Inside the sensor case, a Kinect for Windows sensor contains:
- An RGB camera that stores three channel data in a 640x480 resolution. This makes capturing a color image possible.
- An infrared (IR) emitter and an IR depth sensor. The emitter emits infrared light beams and the depth sensor reads the IR beams reflected back to the sensor. The reflected beams are converted into depth information measuring the distance between an object and the sensor. This makes capturing a depth image possible.
- A multi-array microphone, which contains four microphones for capturing sound. Because there are four microphones, it is possible to record audio as well as find the location of the sound source and the direction of the audio wave.

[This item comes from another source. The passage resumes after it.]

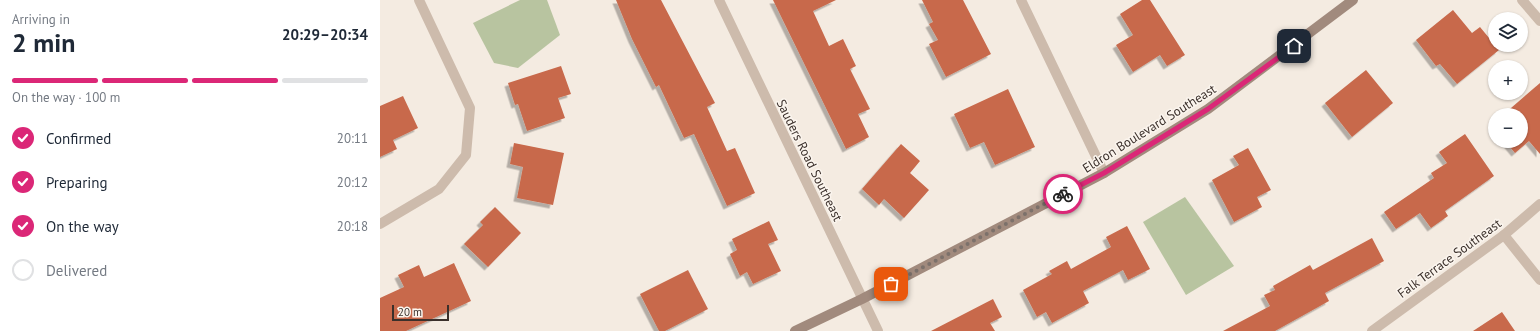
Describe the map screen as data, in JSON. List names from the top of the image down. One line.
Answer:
{"streets":{"street":["Eldron Boulevard Southeast","Sauders Road Southeast","Falk Terrace Southeast"]},"crossings":[["Eldron Boulevard Southeast","Sauders Road Southeast"]],"scale_bar":"20 m","page":{"heading":["2 min","Arriving in","20:29–20:34"],"map_buttons":["+","−"],"bar":"On the way · 100 m","list":[["Confirmed","20:11"],["Preparing","20:12"],["On the way","20:18"],"Delivered"],"scale":"20 m"}}
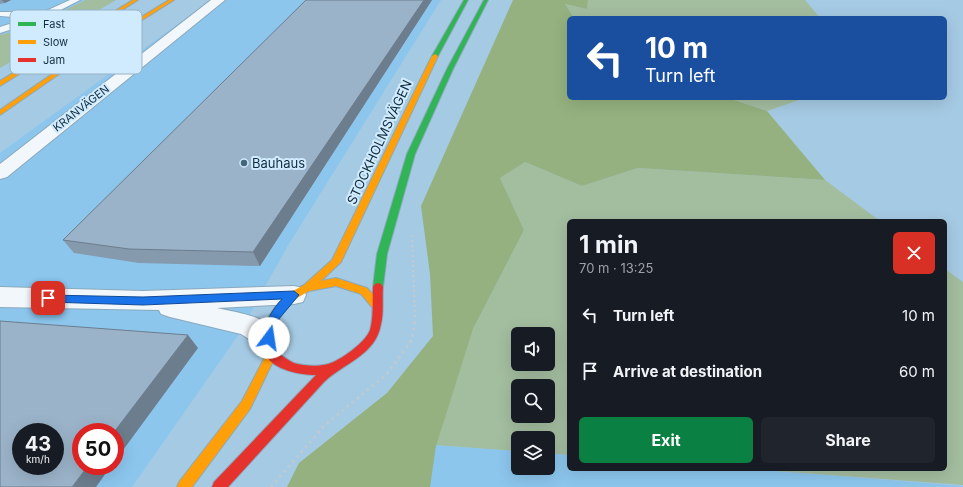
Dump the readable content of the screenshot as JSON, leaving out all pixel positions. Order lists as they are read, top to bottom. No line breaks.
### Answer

- A 3-axis accelerometer configured for a 2G range, where G is the acceleration due to gravity. It is possible to use the accelerometer to determine the current orientation of the Kinect.
Kinect | Array Specifications |
---|---|
Color Camera | 640 x 480 |
Depth Camera | 320 x 240 |
Max Depth Distance | ~4.5 M |
Min Depth Distance | 40 cm in near mode |
Horizontal Field of View | 57 degrees |
Vertical Field of View | 43 degrees |
Vertical tilt range | ±27° |
Frame rate (depth and color stream) | 30 frames per second (FPS) |
Audio format | 16-kHz, 24-bit mono pulse code modulation (PCM) |
Audio input characteristics | A four-microphone array with 24-bit analog-to-digital converter (ADC) and Kinect-resident signal processing including acoustic echo cancellation and noise suppression |
Accelerometer characteristics | A 2G/4G/8G accelerometer configured for the 2G range, with a 1° accuracy upper limit |
Tilt Motor | yes |
Skeleton Joints Defined | 20 joints |
Full Skeletons Tracked | 2 |
USB Standard | 2.0 |
Supported OS | Win 7, Win 8, Win10 |
Note: The resolution of the depth stream is dependent on the frame rate, and is specified by the DepthImageFormat Enumeration enumeration. Similarly, the resolution of the color stream is specified by the ColorImageFormat Enumeration enumeration.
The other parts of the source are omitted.